# Are these Rocks ok?



## jeebuscrp (Apr 7, 2014)

I found two types of rocks at my local landscape store that I thought were pretty cool. Has anyone had experiences with these rocks? The first one the worker called "honeycomb" and the second looks like a type of slate.


----------



## hose91 (Mar 5, 2014)

They look good to me, J. You could try the vinegar test, but I'm not sure that's a sure indicator of anything one way or the other (if it fizzes, supposedly don't use them, if not, they're inert and supposed to be OK. I poured vinegar on one of mine, just to be sure. Not a single bubble. YMMV). If they don't look like they'll flake apart underwater, give'em a good scrub and put them in. I've not put new rocks in a tank that has fish in it already, so if you rinse them with tap, you may want to put them in with a water change so you can dechlor the whole thing.

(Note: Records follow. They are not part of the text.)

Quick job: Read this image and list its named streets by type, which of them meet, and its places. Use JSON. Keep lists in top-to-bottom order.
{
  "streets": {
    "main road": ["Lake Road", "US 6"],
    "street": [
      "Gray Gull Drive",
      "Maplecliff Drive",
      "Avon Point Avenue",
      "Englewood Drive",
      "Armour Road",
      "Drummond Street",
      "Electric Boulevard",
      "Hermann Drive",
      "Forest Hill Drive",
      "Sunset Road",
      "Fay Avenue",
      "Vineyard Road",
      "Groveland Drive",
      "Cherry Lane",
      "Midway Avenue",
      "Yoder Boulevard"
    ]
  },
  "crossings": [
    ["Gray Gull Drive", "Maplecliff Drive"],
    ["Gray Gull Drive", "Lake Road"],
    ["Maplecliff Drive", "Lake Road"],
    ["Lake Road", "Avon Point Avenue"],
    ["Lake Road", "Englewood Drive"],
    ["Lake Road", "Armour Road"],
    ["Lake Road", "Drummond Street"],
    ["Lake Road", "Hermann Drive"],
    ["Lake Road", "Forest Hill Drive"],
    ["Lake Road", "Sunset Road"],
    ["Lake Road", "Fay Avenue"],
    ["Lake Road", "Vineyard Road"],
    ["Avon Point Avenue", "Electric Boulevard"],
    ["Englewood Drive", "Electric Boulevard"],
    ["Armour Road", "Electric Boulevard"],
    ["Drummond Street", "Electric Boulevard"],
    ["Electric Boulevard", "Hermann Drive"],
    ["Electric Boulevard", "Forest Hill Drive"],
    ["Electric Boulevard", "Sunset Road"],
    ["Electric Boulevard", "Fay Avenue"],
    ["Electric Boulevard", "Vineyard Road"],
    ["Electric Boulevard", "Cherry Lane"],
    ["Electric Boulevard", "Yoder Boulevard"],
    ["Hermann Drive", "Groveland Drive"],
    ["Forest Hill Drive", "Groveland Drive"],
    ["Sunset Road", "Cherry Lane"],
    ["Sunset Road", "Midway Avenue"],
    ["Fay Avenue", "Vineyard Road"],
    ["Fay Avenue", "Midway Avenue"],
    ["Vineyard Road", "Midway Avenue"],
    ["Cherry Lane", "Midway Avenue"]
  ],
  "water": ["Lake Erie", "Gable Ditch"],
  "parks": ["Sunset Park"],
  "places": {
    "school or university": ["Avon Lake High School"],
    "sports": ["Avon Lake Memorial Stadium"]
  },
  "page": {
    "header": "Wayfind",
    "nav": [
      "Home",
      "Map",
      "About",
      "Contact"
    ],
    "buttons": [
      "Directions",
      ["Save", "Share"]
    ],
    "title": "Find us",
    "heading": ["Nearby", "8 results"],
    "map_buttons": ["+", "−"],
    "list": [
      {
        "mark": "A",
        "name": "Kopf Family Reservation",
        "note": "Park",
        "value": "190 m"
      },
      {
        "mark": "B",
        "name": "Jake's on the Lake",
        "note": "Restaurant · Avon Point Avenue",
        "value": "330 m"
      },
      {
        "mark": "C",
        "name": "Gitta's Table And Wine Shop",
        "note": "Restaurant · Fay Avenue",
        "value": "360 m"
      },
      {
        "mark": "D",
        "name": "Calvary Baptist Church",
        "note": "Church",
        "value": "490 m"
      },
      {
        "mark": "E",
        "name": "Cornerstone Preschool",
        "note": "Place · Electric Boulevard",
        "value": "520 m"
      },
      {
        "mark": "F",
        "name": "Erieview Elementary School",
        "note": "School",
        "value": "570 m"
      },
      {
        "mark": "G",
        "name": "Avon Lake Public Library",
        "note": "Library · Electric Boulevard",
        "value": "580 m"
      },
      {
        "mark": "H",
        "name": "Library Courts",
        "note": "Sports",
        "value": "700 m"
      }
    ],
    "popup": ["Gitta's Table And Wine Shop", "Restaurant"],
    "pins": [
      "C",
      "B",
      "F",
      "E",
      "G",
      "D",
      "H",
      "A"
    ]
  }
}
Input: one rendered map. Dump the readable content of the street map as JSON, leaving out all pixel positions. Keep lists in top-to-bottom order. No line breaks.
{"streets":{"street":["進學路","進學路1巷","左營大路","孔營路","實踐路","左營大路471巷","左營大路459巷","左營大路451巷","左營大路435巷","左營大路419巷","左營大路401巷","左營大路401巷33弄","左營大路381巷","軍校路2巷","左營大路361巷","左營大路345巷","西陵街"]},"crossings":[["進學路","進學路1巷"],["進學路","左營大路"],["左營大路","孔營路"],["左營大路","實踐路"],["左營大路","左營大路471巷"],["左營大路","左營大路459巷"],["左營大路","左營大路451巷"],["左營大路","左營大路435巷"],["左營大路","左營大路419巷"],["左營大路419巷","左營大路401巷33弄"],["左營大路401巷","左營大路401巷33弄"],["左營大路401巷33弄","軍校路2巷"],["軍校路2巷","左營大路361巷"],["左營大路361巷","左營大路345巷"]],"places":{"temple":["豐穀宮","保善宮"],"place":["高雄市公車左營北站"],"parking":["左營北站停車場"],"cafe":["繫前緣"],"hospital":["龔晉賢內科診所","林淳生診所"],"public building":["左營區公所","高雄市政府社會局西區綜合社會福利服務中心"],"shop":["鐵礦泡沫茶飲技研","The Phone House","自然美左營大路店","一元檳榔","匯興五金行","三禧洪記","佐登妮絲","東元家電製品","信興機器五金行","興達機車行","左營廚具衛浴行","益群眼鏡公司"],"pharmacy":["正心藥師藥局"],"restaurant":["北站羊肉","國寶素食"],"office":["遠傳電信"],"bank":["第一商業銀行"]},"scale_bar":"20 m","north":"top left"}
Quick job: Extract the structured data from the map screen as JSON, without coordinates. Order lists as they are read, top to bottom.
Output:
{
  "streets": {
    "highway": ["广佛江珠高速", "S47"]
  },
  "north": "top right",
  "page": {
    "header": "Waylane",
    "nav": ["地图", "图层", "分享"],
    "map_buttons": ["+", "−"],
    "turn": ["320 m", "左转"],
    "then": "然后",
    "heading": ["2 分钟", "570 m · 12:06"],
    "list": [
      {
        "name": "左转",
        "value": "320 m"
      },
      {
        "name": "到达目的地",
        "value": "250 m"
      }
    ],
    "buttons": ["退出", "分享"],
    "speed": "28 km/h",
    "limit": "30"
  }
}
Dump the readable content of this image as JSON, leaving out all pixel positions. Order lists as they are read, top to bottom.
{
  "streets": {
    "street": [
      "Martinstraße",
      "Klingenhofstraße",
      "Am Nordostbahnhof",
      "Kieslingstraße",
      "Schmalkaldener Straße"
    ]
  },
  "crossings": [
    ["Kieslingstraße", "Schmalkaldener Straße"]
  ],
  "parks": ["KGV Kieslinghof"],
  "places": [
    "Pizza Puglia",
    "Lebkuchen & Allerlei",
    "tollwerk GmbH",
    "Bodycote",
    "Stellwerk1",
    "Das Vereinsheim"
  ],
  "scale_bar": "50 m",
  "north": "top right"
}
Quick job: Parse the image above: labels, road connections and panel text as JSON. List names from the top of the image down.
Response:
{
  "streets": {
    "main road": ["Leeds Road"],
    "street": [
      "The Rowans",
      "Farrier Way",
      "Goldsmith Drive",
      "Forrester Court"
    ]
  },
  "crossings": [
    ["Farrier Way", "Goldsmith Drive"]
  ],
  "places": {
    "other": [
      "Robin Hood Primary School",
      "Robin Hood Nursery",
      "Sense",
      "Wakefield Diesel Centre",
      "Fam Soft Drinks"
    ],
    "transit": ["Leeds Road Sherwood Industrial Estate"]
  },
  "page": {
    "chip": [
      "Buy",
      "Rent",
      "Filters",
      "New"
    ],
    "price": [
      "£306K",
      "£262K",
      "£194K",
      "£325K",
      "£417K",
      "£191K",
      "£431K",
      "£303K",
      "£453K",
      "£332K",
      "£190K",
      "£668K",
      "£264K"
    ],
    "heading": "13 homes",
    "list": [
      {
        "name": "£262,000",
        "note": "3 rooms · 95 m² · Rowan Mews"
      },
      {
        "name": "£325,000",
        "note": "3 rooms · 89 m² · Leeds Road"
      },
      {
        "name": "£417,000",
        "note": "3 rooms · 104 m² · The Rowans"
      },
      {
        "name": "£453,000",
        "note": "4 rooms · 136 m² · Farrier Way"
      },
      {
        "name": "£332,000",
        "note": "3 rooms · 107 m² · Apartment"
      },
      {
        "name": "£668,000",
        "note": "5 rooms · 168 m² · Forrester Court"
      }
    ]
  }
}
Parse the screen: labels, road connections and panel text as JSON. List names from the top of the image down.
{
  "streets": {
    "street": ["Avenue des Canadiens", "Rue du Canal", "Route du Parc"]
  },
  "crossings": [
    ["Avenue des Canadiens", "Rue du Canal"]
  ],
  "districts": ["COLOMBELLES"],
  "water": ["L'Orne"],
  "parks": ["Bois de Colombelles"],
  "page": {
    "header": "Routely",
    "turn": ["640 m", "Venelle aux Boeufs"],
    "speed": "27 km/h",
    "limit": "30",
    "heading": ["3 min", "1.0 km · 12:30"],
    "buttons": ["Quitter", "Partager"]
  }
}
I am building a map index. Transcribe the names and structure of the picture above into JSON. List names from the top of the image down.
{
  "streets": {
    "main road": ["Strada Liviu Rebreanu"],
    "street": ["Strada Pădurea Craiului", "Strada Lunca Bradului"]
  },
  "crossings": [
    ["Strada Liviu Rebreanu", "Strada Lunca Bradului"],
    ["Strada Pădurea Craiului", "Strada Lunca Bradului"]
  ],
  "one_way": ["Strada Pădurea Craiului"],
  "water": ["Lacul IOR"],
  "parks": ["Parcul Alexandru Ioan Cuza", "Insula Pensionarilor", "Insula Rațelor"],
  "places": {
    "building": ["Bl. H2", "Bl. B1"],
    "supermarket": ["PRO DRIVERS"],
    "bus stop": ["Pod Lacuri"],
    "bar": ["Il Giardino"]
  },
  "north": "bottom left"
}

Personally, I like the first picture, the rocks a are a little thicker with some variation in them so you can stack them or set them upright on their own. I like the brown/gold color a lot though.


----------



## Bikeman48088 (Nov 13, 2013)

Look like slate to me. I'd use them.


----------



## jeebuscrp (Apr 7, 2014)

cool for 20 cents a pounds I think I'll pick up some.


----------



## notho2000 (Dec 8, 2012)

The first looks like limestone (calcium carbonate) and will react with vinegar (any acid). This is not a bad thing since the habitats of East African cichlids and most Central American cichlids are predominantly limestone. It's great for fish that appreciate, more alkaline (>7) pH and harder water. So it can be good depending on the type of fish you're planning to keep with it. It wouldn't be a good choice for most SA fish, that do best in softer, more acidic (pH<7) water. The second might be slate but might just be another form of limestone as well. You can't really go wrong with granite which is inert to acids and won't alter the chemistry of your water.


----------



## jeebuscrp (Apr 7, 2014)

I ended up going with the first one. I cleaned them up and put them in this afternoon. I think it turned out pretty good. Fish seem happy...


----------



## hose91 (Mar 5, 2014)

They look great, fantastic work!


----------



## notho2000 (Dec 8, 2012)

Great job. I'm sure your fish are pleased too. :thumb:


----------